Boston University’s HeForShe event creates awareness for violence against women
‘The origin of being a woman is to be a woman of change and change the world’
Boston University HeForShe, a chapter of United Nations Entity of Gender Equality and the Empowerment of Women (UN Women), held their first event of the semester on October 19.
The event, titled “Spotlight: Shining Light on Female Violence," brought Maria Noel Vaeza, director of the programme division at UN Women, in to discuss domestic violence against women and how students can help decrease this violence against them.
“I believe in transformity of change, and in order to have transformity of change we need to listen to each other instead of disrespecting each other, we need to calm down and find a common ground,” Vaeza said during her speech.
The HeForShe campaign is only one year old at Boston University but has already made a huge impact on awareness for gender equality and other concepts.
After a successful first year last year with events revolving around HeForShe’s six focus areas — politics, health, identity, education, violence, and work — the club felt it would be beneficial to actually bring a representative from UN Women to BU. This led the club to bring Vaeza in to speak.
“She can give attendees the greatest breadth of knowledge since she promotes what we advocate for a living,” said Grace Li, vice president of BU HeForShe. “She is an extremely successful and influential international businesswoman and advocates for gender equality. We thought this type of a speaker could attract the widest range of audiences, including those interested in foreign affairs and international business, and those who hope to learn more about what the UN is doing to advocate for gender equality.”

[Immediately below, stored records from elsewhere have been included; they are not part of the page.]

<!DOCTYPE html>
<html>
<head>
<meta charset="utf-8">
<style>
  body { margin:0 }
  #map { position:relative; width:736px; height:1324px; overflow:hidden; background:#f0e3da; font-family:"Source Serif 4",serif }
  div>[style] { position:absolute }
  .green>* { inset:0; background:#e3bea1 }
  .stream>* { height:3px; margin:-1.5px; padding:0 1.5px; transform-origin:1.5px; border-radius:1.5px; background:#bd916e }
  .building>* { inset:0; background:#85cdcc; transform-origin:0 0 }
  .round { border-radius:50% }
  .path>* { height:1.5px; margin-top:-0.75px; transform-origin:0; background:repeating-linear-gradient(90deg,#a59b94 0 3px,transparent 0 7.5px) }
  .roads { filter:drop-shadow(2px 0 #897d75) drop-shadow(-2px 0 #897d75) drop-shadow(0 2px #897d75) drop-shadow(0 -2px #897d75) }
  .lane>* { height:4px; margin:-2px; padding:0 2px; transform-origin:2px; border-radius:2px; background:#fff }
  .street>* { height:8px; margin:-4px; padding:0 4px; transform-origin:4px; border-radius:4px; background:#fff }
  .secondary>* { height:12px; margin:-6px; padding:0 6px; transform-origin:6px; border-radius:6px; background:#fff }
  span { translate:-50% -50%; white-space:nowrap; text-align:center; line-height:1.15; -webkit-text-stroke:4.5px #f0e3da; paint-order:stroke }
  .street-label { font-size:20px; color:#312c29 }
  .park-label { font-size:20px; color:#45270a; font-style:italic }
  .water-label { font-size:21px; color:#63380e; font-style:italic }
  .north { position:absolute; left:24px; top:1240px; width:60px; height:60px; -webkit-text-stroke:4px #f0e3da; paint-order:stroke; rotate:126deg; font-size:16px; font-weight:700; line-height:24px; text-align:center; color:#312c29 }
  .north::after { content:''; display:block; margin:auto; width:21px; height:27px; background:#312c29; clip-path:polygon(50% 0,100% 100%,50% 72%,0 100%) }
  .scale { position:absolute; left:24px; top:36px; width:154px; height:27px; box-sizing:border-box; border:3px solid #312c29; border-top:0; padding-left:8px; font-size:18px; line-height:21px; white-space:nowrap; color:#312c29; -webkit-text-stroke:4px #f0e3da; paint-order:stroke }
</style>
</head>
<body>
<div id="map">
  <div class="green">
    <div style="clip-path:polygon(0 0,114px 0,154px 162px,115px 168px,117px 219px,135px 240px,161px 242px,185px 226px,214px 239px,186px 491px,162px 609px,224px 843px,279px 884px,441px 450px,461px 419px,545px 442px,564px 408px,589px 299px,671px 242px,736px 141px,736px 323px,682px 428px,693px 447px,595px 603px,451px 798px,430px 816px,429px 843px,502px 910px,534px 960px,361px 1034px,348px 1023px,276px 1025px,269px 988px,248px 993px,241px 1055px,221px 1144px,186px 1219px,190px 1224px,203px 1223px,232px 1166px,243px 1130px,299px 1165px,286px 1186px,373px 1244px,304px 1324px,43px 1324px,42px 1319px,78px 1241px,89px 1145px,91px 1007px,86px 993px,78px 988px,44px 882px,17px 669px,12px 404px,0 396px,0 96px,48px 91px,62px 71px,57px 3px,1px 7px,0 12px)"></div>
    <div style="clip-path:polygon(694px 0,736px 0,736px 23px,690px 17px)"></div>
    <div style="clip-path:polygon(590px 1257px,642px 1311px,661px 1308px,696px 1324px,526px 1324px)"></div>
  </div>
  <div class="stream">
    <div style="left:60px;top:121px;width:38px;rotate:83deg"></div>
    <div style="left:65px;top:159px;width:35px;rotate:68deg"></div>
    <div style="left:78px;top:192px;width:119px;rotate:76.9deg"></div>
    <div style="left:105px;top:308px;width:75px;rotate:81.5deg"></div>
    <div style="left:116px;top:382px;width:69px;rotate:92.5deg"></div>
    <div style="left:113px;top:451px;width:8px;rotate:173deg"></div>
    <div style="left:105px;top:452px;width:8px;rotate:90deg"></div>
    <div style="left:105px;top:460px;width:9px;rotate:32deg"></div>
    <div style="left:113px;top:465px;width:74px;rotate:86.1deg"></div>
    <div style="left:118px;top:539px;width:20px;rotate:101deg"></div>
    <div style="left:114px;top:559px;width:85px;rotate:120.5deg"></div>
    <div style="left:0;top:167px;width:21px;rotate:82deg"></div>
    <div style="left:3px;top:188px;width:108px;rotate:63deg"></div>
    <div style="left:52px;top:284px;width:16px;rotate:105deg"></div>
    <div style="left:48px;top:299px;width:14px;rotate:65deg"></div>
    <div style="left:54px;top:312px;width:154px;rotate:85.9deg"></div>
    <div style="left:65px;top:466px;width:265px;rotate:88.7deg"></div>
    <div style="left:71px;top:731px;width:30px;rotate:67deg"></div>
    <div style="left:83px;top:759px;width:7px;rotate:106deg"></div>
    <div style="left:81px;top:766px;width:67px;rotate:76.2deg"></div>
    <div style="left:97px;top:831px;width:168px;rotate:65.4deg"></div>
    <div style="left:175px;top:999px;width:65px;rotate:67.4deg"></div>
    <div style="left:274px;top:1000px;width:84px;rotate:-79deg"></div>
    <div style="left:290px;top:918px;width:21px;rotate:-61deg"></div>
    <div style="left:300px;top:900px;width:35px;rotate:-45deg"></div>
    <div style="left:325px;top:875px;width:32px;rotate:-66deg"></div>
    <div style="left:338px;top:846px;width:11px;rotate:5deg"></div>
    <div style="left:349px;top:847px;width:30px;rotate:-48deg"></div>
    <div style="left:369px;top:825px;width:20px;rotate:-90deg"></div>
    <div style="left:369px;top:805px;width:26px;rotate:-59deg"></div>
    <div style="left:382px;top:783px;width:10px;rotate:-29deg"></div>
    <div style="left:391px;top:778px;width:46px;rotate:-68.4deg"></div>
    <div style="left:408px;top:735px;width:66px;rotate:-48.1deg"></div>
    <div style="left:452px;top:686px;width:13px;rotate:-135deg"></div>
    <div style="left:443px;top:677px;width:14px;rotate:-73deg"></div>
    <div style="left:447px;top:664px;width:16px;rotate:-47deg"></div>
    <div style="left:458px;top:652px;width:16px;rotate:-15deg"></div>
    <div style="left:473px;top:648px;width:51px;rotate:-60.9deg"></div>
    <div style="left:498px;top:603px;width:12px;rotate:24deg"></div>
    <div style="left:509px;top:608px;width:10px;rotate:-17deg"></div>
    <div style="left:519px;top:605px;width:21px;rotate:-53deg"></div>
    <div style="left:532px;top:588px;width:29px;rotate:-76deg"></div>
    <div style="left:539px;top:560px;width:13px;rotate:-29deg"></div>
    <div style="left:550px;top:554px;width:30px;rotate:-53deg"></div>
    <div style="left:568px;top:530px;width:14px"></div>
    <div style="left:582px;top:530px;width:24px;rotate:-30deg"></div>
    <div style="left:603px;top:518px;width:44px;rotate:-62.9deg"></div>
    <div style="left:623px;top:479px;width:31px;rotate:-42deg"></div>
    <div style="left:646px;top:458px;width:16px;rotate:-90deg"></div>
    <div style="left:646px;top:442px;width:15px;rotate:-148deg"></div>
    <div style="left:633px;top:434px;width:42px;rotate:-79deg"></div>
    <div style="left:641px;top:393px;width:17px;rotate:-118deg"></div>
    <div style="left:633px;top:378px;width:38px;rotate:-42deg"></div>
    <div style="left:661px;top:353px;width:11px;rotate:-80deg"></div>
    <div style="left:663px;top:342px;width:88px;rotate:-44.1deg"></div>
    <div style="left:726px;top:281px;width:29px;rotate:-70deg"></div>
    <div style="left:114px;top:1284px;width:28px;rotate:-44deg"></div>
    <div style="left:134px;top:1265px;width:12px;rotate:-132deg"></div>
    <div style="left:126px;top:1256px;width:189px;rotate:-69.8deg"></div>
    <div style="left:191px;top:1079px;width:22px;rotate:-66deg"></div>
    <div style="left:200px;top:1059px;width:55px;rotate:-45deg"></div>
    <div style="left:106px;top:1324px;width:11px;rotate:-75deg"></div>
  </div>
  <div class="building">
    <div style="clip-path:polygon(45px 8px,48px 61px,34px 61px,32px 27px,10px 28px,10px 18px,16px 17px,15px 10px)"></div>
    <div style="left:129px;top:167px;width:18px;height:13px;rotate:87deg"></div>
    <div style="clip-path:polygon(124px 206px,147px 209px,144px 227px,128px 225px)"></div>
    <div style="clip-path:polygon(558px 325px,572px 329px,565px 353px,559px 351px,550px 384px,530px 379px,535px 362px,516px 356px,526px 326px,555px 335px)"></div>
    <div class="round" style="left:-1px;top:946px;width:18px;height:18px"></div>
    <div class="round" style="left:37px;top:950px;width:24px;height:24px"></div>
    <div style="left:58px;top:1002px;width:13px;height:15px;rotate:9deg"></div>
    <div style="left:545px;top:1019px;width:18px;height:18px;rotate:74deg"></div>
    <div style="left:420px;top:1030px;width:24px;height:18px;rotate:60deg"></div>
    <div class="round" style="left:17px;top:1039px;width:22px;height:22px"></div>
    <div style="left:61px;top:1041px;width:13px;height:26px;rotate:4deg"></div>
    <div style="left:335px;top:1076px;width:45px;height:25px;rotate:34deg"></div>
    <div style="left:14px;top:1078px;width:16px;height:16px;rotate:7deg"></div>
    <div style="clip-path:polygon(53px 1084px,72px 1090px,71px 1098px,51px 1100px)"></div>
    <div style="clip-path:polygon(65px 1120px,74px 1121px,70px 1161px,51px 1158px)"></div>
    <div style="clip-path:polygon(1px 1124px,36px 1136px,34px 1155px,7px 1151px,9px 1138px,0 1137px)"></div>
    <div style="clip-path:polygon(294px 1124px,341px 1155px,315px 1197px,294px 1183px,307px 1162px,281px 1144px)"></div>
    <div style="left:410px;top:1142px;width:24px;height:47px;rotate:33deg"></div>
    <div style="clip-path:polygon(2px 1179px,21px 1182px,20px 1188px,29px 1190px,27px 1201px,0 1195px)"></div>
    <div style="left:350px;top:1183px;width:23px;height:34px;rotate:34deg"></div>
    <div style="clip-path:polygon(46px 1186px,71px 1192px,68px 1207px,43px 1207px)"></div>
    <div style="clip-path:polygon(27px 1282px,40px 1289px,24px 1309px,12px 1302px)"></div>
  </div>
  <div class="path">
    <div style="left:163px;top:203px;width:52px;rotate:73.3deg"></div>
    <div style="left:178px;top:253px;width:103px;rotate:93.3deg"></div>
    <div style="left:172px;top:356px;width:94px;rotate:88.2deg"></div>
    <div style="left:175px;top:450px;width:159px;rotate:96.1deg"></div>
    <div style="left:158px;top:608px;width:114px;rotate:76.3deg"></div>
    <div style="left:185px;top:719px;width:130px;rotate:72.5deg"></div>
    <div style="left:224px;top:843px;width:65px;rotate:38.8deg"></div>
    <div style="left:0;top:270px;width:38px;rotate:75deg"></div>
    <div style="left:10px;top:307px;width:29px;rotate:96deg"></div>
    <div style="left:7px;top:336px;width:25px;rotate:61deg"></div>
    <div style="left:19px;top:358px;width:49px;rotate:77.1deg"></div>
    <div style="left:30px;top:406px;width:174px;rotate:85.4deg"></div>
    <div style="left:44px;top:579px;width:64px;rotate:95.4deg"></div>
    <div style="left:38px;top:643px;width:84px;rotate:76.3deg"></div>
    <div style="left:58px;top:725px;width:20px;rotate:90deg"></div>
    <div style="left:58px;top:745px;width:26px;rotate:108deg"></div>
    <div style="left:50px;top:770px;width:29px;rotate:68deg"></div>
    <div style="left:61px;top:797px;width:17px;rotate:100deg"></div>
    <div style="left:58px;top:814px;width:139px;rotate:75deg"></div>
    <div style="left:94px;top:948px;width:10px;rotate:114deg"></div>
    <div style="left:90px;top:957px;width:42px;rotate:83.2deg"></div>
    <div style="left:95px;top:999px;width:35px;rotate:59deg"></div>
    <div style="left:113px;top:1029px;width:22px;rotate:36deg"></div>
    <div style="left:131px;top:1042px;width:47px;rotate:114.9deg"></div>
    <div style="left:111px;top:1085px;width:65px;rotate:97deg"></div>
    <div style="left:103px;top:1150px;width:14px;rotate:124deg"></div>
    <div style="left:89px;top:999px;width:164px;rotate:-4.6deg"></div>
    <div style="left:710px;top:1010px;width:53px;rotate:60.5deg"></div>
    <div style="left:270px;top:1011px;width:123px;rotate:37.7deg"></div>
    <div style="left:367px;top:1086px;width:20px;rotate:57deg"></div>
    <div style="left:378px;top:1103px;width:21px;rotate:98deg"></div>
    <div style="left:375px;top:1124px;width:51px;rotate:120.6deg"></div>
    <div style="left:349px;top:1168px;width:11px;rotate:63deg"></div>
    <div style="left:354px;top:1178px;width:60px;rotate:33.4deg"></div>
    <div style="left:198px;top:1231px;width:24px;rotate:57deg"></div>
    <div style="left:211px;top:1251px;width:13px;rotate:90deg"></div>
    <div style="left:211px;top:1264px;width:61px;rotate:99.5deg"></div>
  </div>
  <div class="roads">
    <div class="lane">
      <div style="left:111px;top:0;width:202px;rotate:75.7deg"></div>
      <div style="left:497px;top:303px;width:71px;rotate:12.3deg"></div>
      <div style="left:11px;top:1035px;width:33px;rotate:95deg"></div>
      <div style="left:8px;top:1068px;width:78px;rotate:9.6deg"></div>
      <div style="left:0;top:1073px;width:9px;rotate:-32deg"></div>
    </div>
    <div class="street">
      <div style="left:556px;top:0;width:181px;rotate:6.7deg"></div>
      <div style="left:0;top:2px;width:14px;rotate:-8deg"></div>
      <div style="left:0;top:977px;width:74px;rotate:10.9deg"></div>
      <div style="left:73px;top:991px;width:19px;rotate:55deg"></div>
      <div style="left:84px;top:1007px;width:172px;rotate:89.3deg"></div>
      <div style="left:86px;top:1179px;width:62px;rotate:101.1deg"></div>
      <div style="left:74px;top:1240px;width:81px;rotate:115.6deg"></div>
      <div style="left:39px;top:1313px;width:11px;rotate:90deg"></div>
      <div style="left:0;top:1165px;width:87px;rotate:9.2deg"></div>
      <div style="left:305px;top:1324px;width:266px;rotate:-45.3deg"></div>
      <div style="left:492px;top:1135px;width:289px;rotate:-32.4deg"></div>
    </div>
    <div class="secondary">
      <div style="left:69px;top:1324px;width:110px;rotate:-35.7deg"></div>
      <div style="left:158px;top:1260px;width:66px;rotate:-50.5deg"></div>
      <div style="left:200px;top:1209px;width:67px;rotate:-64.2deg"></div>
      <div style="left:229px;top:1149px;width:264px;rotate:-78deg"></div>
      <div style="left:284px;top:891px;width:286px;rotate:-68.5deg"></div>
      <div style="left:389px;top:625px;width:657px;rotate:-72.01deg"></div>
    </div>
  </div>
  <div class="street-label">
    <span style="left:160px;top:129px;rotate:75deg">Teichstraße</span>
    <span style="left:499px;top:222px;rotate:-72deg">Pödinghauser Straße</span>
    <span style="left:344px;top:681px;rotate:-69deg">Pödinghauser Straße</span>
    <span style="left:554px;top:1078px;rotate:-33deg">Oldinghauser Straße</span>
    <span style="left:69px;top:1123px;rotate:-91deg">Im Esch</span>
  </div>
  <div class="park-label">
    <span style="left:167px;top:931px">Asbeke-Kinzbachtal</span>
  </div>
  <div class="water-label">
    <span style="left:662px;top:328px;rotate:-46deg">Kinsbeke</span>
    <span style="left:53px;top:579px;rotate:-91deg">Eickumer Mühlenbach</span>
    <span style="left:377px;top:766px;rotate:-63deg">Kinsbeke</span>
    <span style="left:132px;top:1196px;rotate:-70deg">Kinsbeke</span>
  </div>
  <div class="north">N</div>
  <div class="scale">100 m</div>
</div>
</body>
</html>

The event also has a special place in the club’s heart — Ms. Vaeza is BU HeForShe president Francesca Ogilvie Vaeza’s mother.
“She has been an inspiration for Francesca her entire life,” Li said. “She is a strong, successful woman, and we knew that her passion for her work would call others to action.”
Ogilvie Vaeza took action to prepare the event, planning with her mother every detail.
“I spent days coordinating with my mom as to when she would be able to come, what topics she would cover that would be of interest to current college students at BU, how we wanted the event to be managed, and so on,” Oglivie Vaeza said.
The talk’s main focus was to educate college students about violence against women, especially in the workforce, so that when women graduate from school they understand the difficulty there is for women to find jobs.
“UN Women in general want to educate college students the importance of gender for when they graduate and go into the workforce,” Ogilvie Vaeza said.
Throughout the event, Vaeza referenced a study conducted by the United Nations to figure out the reason there is a small amount of women currently in the workforce. UN Women found that the main reason was due to violence against women, because if a woman has experienced violence toward them they were more likely to be out of the office.
Not only is there violence against women in the modern workplace, there is also violence against women in politics. Only 13 percent of women were in parliament, which Vaeza called an extremely low amount.
Other reasons that attributed to the low numbers of women in the workforce were that they are not given access to proper childcare. They found that women had trouble finding good care to leave their child in while they work, and were more likely to have unpaid jobs such as being caretakers of their children.
“A way to fix this problem is to create better childcare for women to be able to work, childcare here needs to position an economy of care," Vaeza said. "By the campaign creating awareness and giving peer pressure generates help in women receiving jobs.”
In addition, their data showed that 80 percent of jobs for women were in the informal sector (jobs that are not taxed), and that men were fearful that women will replace their positions if hired in the formal sector.
Less than one third of women had senior management positions, according to Vaeza. She said ways to counteract this issue would be to create awareness that females statistically actually help “grow the pie” and do not take away from job positions that are currently filled by males and instead add to companies in positive ways, especially in the science and technology field.
"The UN Women are currently fighting for girls in the STEM workforce because in 10 years it is estimated that 90 percent of all jobs will disappear due to technological advances, so STEM is important because it will help women get jobs in the future," Vaeza said.
To spread the data’s results and create awareness of violence against women, UN Women lit up famous buildings and structures, such as the Empire State Building and the pyramids in Egypt, around the world orange, the color of awareness for violence against women. The UN Women also held a activism event over the span of 16 days as a way to educate as many people as possible about the violence against women.
"Educating people with the data is so important because if there is no data there is no public policy, so data segregated by sex is super important,” Vaeza said.
BU HeForShe will also be holding their own 16 days of activism event to create awareness of this in the BU community.
Oglivie Vaeza hopes this event and their 16 days of activism will show that people can make a difference and change the world for all of us in the BU community and beyond.
“Violence against women happens in so many places that our peers will encounter either as woman/femme or as a man benefitting or suffering from the systems in place,” Oglivie Vaeza said. “It happened with the professors who have sexually harassed students, it happened when the administration does not hire women to fulfill higher-paid positions, it happens when sexual assault on campus is permitted without legal repercussions. It affects us all.”